→ **EXERCISE PROMPT**
As the answer, give every line of the records that includes the word "buttons".

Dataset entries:

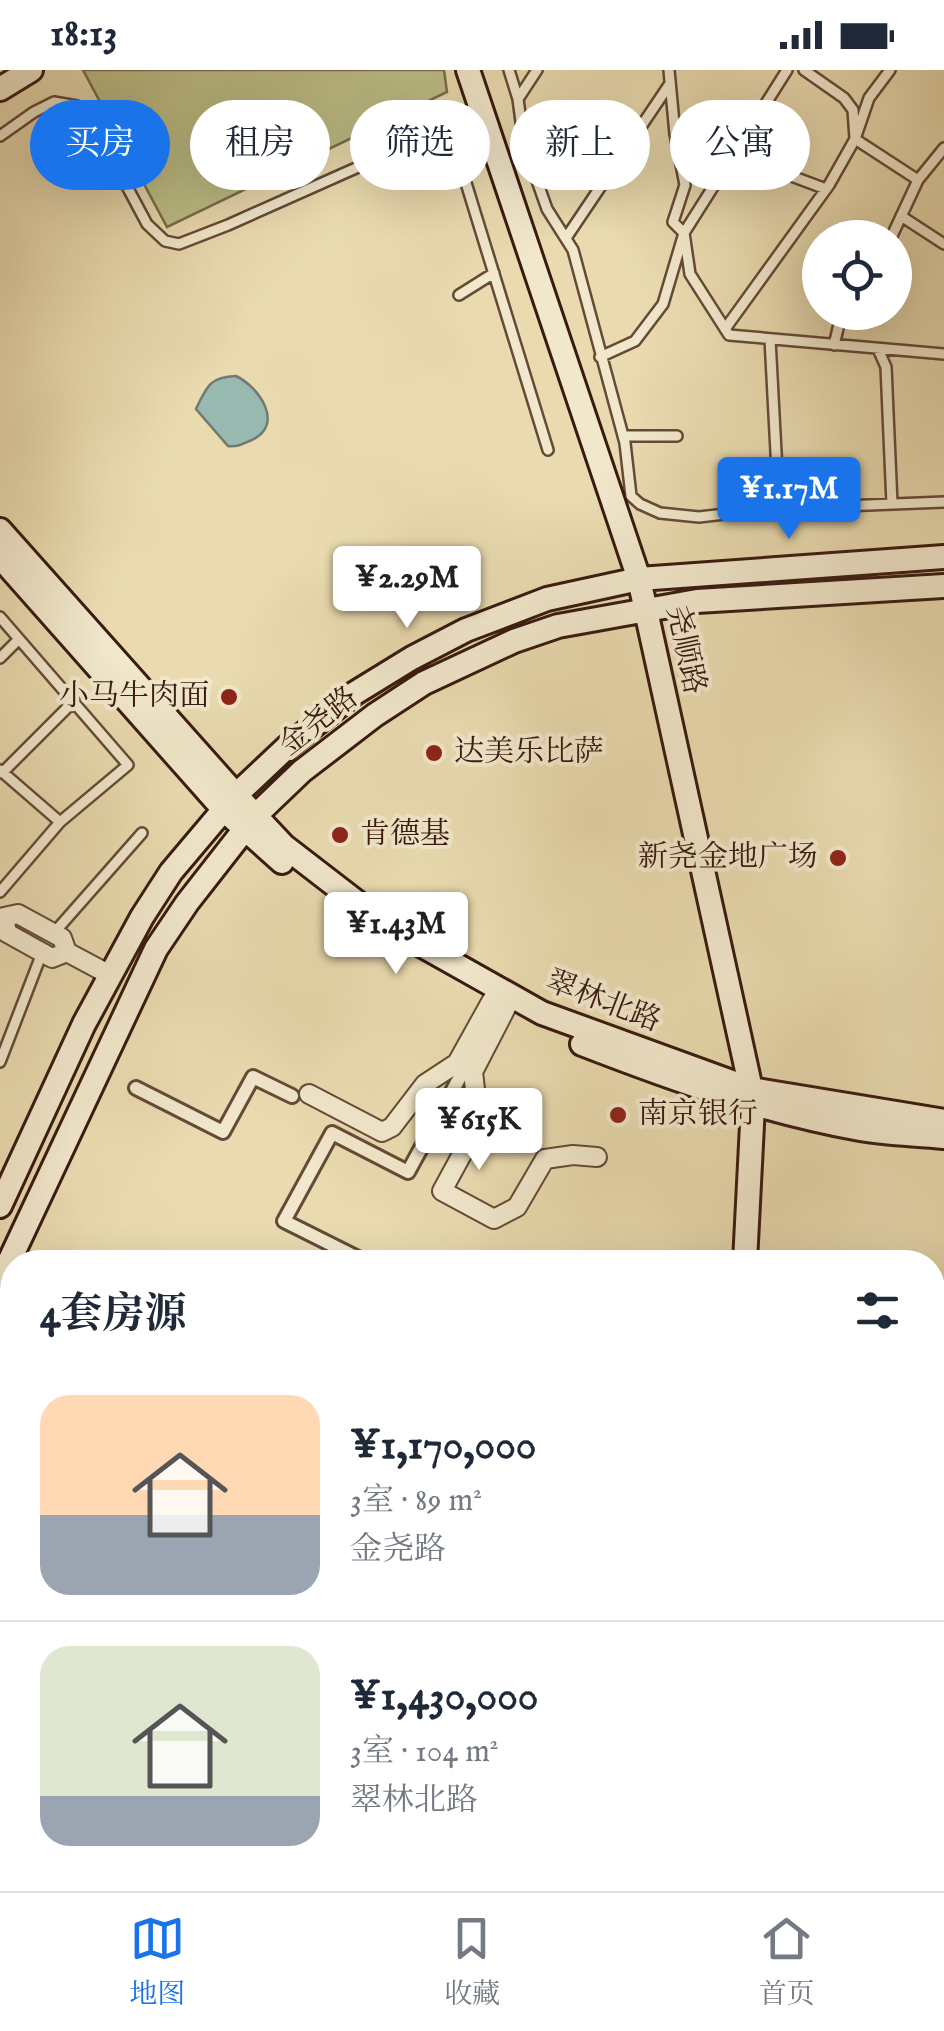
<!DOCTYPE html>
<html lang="zh">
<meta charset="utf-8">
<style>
:root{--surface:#fff;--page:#f2f2f3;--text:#1f2937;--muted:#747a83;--line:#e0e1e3;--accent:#1a73e8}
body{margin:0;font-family:"IM FELL English","Noto Serif SC",serif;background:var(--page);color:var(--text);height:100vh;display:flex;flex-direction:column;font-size:38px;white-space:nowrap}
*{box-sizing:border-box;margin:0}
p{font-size:32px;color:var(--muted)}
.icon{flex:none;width:55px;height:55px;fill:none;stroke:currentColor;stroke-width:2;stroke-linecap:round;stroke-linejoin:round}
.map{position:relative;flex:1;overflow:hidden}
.panel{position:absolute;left:0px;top:1180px;width:945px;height:642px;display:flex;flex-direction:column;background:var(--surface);border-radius:40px 40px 0 0;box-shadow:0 10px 40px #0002}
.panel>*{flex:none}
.banner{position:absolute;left:30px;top:30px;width:885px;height:90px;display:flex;gap:20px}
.buttons{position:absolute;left:802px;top:150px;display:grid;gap:20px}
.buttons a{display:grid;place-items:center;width:110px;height:110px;border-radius:50%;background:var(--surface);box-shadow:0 10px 40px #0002;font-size:50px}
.price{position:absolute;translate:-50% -85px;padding:0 22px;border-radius:10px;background:#fff;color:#222;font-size:32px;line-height:65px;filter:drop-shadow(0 2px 5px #0008)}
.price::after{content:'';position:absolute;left:50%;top:60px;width:30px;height:22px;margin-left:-15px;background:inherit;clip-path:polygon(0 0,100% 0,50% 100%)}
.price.current{background:var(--accent);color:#fff}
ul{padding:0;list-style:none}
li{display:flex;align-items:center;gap:30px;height:250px;padding:0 40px}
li+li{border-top:2px solid var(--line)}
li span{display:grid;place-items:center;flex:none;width:280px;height:200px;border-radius:30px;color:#555}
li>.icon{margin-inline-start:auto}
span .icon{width:120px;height:120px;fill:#fffc;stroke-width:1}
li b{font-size:42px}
h2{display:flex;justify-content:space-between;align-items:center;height:120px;padding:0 40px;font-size:42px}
.pill{padding:0 35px;border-radius:45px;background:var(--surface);box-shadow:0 10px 40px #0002;font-size:35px;line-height:90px}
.pill.current{background:var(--accent);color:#fff}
.status{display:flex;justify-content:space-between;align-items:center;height:70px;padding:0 50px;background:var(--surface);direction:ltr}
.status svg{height:28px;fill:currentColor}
.dock{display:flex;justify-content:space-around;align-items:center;height:140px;border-top:2px solid var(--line);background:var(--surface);font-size:28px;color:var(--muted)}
.dock a{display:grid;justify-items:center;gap:5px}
.dock .current{color:var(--accent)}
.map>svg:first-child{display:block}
.green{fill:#bcbe87;stroke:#7a6c4b;stroke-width:2.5}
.water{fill:#98bab0;stroke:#727a70;stroke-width:2.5}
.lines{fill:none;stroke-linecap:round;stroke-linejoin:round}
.service-casing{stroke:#644a37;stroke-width:14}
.pedestrian-casing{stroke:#644a37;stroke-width:18}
.minor-casing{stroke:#644a37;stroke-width:22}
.secondary-casing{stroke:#381a0f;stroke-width:28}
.service{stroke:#f1e7cb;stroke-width:9}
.pedestrian{stroke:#f1e7cb;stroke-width:12}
.minor{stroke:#f1e7cb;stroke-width:18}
.secondary{stroke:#f1e7cb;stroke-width:22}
.poi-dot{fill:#8f2418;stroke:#f1e7cb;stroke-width:4}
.labels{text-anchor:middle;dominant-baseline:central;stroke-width:8;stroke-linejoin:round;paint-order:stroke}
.street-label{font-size:30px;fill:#381a0f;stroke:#f1e7cb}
.poi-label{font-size:30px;fill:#381a0f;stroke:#f1e7cb;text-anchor:start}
</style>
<div class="status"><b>18:13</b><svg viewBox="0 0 49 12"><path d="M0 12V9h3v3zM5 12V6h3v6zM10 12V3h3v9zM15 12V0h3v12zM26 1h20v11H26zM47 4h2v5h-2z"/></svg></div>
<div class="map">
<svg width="944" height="1821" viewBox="0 0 944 1821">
<rect width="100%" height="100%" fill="#e9daaf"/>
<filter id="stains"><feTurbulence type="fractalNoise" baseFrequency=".002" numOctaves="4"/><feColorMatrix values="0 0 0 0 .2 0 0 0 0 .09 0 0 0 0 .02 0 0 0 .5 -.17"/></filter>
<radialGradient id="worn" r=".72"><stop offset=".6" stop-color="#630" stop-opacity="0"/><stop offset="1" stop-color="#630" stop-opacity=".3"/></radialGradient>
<path class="green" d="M83 0H444L447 22 167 157Z"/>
<path class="water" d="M236 306C259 317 285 354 252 370 242 374 239 377 228 376L196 339C207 316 210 307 236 306Z"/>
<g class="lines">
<defs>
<path id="service" d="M509 0 518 29 524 74 547 139 573 180 625 373 631 426 640 434 660 443 699 447 768 439 944 432
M669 0 675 64 685 115 673 152 684 163 690 204 729 265 944 284
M804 0 844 28 853 40 855 69 918 110
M518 29 537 0
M447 51 548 380
M0 66 34 42 54 32 77 36 92 51 147 154 165 171 179 174 228 155 356 98 478 36
M737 78 770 98 826 119
M901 146 944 174
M566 168 669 15
M891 168 918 110 944 78
M459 225 494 203
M725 259 829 115 855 69 869 28 890 0
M770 269 779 439
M834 275 842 242
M878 279 886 297 892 434
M600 287 635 271 663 234 684 163 787 0
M623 366H677
M0 547 128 695 60 752
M0 588 19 569
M0 700 60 752 0 822
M2 703 74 631
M53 864 142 763
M0 992 42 883
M0 1499 12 1470
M932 1533H944
M0 1651 12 1625
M932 1687 944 1694
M0 1752 4 1743 12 1742
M88 1810 93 1816 108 1821
M454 1810 467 1821
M704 1810V1821
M773 1810 774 1821
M851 1810V1821
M68 1821 72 1810
M119 1821 124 1810
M198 1821 203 1810
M285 1821 290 1810
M381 1821 409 1810
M566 1821 567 1810
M667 1821 668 1810"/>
<path id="pedestrian" d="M136 1018 223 1062 253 1007 292 1026
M366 1192 284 1151 332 1063 408 1102 484 963"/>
<path id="minor" d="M67 882 52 888 7 863 4 847 18 844 62 868 67 882 110 905
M506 938 473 1002 479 1053 442 1121 494 1149 517 1137 545 1089 573 1085 597 1087
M309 1024 382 1062 392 1057 425 1014 457 993 492 930"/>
<path id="secondary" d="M468 0 639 509 751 1019 753 1035 745 1192
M0 19 31 0
M0 460 236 725 284 776 389 857 542 943 751 1019 944 1051
M0 487 224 740 282 792
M582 974C675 1010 762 1041 860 1059 887 1064 916 1064 944 1067
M0 1136 84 954 142 847 171 802 236 725 287 677 355 623 412 588 466 560 547 529 639 509 944 487
M0 1211 156 879 187 833 255 746 302 701 375 645 424 613 514 571 558 556 697 531 944 516
M0 1296 12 1300
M0 1326 12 1331
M932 1450H944
M932 1481H944"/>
</defs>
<use href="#service" class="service-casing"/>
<use href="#pedestrian" class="pedestrian-casing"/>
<use href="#minor" class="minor-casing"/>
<use href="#secondary" class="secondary-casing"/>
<use href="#service" class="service"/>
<use href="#pedestrian" class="pedestrian"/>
<use href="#minor" class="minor"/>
<use href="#secondary" class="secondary"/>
</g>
<g class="poi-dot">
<circle cx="229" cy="627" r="10"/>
<circle cx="434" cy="683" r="10"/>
<circle cx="340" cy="765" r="10"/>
<circle cx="838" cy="788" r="10"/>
<circle cx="618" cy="1045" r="10"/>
</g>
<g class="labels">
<g class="street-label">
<text transform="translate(685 580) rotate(78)">尧顺路</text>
<text transform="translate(319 652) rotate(-38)">金尧路</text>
<text transform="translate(603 932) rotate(21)">翠林北路</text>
</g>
<g class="poi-label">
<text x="209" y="627" text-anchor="end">小马牛肉面</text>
<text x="454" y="683">达美乐比萨</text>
<text x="360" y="765">肯德基</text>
<text x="818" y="788" text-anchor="end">新尧金地广场</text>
<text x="638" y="1045">南京银行</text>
</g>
</g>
<rect width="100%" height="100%" filter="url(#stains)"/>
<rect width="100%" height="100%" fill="url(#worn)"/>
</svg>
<div class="buttons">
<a><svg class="icon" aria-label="locate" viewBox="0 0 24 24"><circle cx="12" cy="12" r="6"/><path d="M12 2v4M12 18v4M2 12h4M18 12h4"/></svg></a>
</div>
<b class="price current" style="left:789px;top:472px">¥1.17M</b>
<b class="price" style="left:407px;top:561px">¥2.29M</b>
<b class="price" style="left:396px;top:907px">¥1.43M</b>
<b class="price" style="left:479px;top:1103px">¥615K</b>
<div class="banner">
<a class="pill current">买房</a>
<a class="pill">租房</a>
<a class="pill">筛选</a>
<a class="pill">新上</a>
<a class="pill">公寓</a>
</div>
<section class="panel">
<h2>4套房源<svg class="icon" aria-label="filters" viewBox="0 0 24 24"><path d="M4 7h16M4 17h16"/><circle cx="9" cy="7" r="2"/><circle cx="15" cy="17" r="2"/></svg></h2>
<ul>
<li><span style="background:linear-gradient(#ffd9b3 60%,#9aa5b1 0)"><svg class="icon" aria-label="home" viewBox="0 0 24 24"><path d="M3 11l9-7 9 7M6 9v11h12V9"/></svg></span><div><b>¥1,170,000</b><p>3室 · 89 m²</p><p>金尧路</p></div></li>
<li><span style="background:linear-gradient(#dfe7d0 75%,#9aa5b1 0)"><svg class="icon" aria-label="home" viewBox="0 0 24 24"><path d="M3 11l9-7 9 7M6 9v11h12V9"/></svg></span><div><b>¥1,430,000</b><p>3室 · 104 m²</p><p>翠林北路</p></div></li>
</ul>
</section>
</div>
<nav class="dock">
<a class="current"><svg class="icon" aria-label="map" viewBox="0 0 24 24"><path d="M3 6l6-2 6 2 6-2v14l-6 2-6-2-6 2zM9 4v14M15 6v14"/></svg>地图</a>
<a><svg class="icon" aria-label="saved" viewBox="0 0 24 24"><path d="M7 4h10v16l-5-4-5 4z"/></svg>收藏</a>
<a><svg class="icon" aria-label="home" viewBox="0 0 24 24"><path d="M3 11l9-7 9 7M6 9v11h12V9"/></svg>首页</a>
</nav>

→ **YOUR RESPONSE**
.buttons{position:absolute;left:802px;top:150px;display:grid;gap:20px}
.buttons a{display:grid;place-items:center;width:110px;height:110px;border-radius:50%;background:var(--surface);box-shadow:0 10px 40px #0002;font-size:50px}
<div class="buttons">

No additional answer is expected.